The C and C++ standards do not say much about the accuracy of math routines. Taken literally, it is impossible for the standard to be implemented, since the C standard says sqrt(x) returns the square root of x, but the square root of two cannot be exactly represented in floating point.
Implementing routines with good performance that always return a correctly rounded result (in round-to-nearest mode, this means the result is the representable floating-point number that is nearest to the exact result, with ties resolved in favor of a low zero bit) is a difficult research problem. Good math libraries target accuracy less than 1 ULP (so one of the two nearest representable numbers is returned), perhaps something slightly more than .5 ULP. (An ULP is the Unit of Least Precision, the value of the low bit given a particular value in the exponent field.) Some math libraries may be significantly worse than this.
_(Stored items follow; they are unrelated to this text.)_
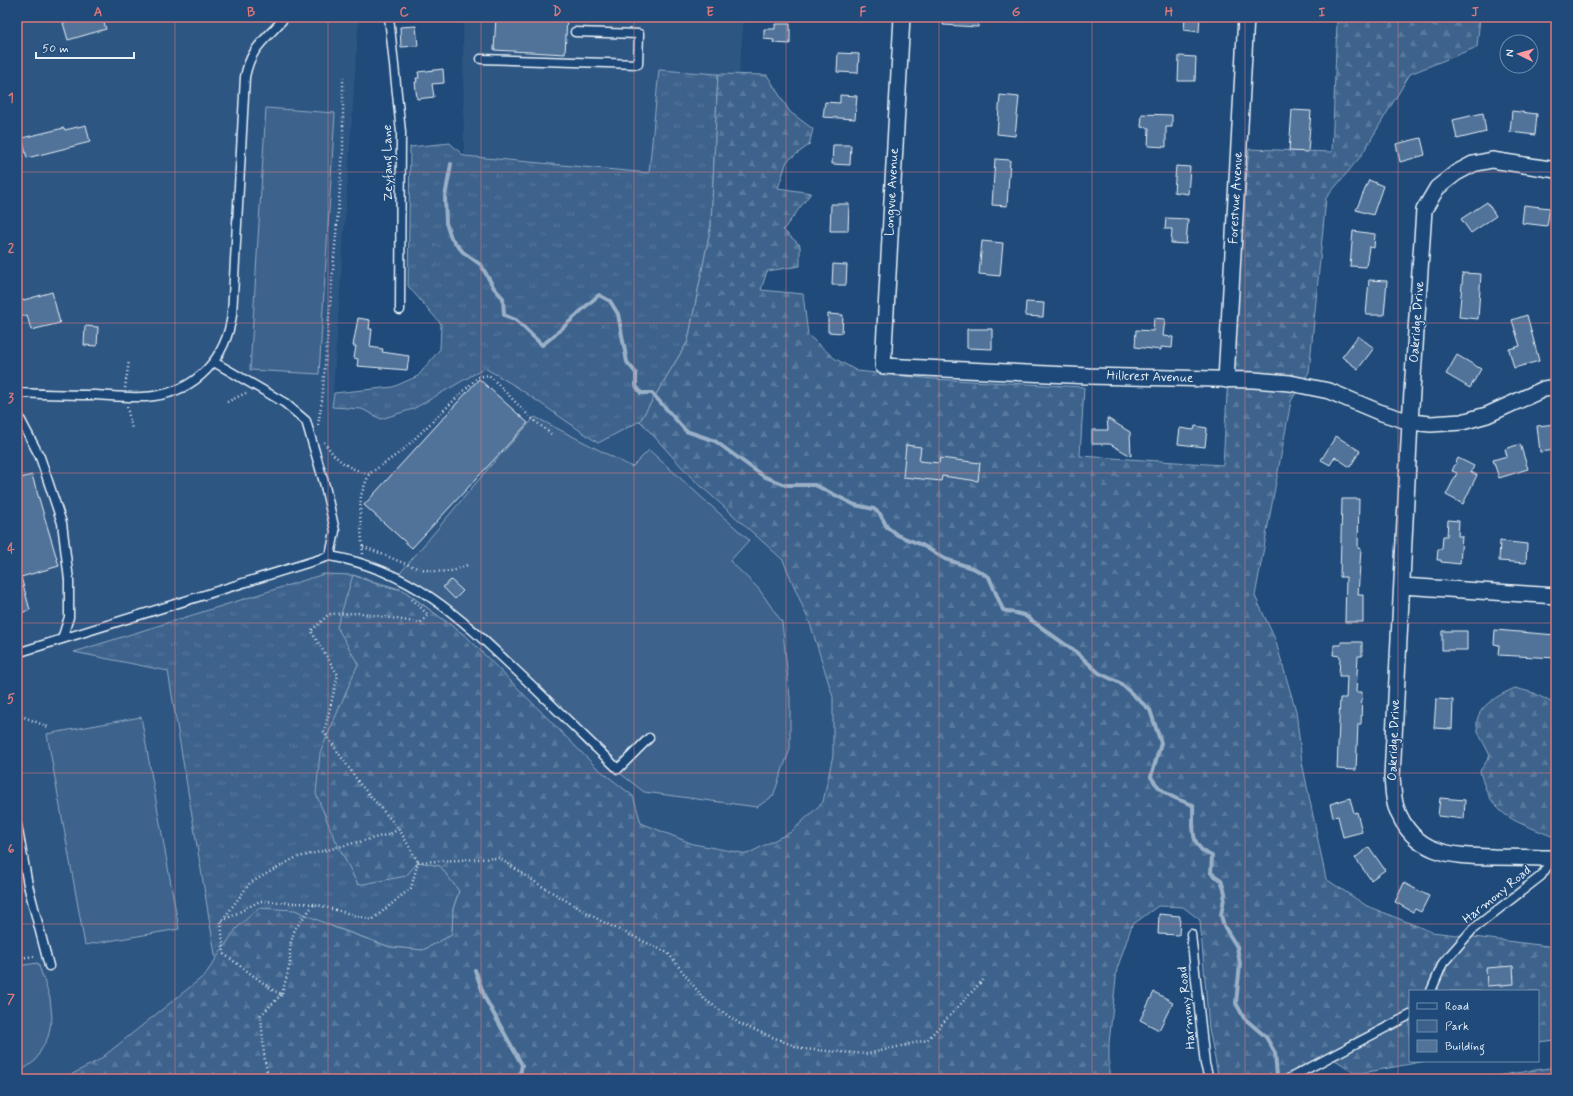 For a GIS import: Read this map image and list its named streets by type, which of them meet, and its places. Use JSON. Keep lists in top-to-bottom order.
{
  "streets": {
    "street": [
      "Longvue Avenue",
      "Forestvue Avenue",
      "Oakridge Drive",
      "Hillcrest Avenue"
    ],
    "lane": ["Zeyfang Lane", "Harmony Road"]
  },
  "crossings": [
    ["Longvue Avenue", "Hillcrest Avenue"],
    ["Forestvue Avenue", "Hillcrest Avenue"],
    ["Oakridge Drive", "Hillcrest Avenue"],
    ["Oakridge Drive", "Harmony Road"]
  ],
  "legend": ["Road", "Park", "Building"],
  "scale_bar": "50 m",
  "north": "left",
  "grid": {
    "columns": [
      "A",
      "B",
      "C",
      "D",
      "E",
      "F",
      "G",
      "H",
      "I",
      "J"
    ],
    "rows": [
      "1",
      "2",
      "3",
      "4",
      "5",
      "6",
      "7"
    ]
  }
}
You would have to ask your vendor or check the documentation for more information.
So sqrt may be slightly off. If the exact square root is an integer (within the range in which integers are exactly representable in floating-point) and the library guarantees errors are less than 1 ULP, then the result of sqrt must be exactly correct, because any result other than the exact result is at least 1 ULP away.
Similarly, if the library guarantees errors are less than 1 ULP, then ceil must return the exact result, again because the exact result is representable and any other result would be at least 1 ULP away. Additionally, the nature of ceil is such that I would expect any reasonable math library to always return an integer, even if the rest of the library were not high quality.
As for overflow cases, if ceil(x) were beyond the range where all integers are exactly representable, then ceil(x)+.1 is closer to ceil(x) than it is to any other representable number, so the rounded result of adding .1 to ceil(x) should be ceil(x) in any system implementing the floating-point standard (IEEE 754). That is provided you are in the default rounding mode, which is round-to-nearest. It is possible to change the rounding mode to something like round-toward-infinity, which could cause ceil(x)+.1 to be an integer higher than ceil(x).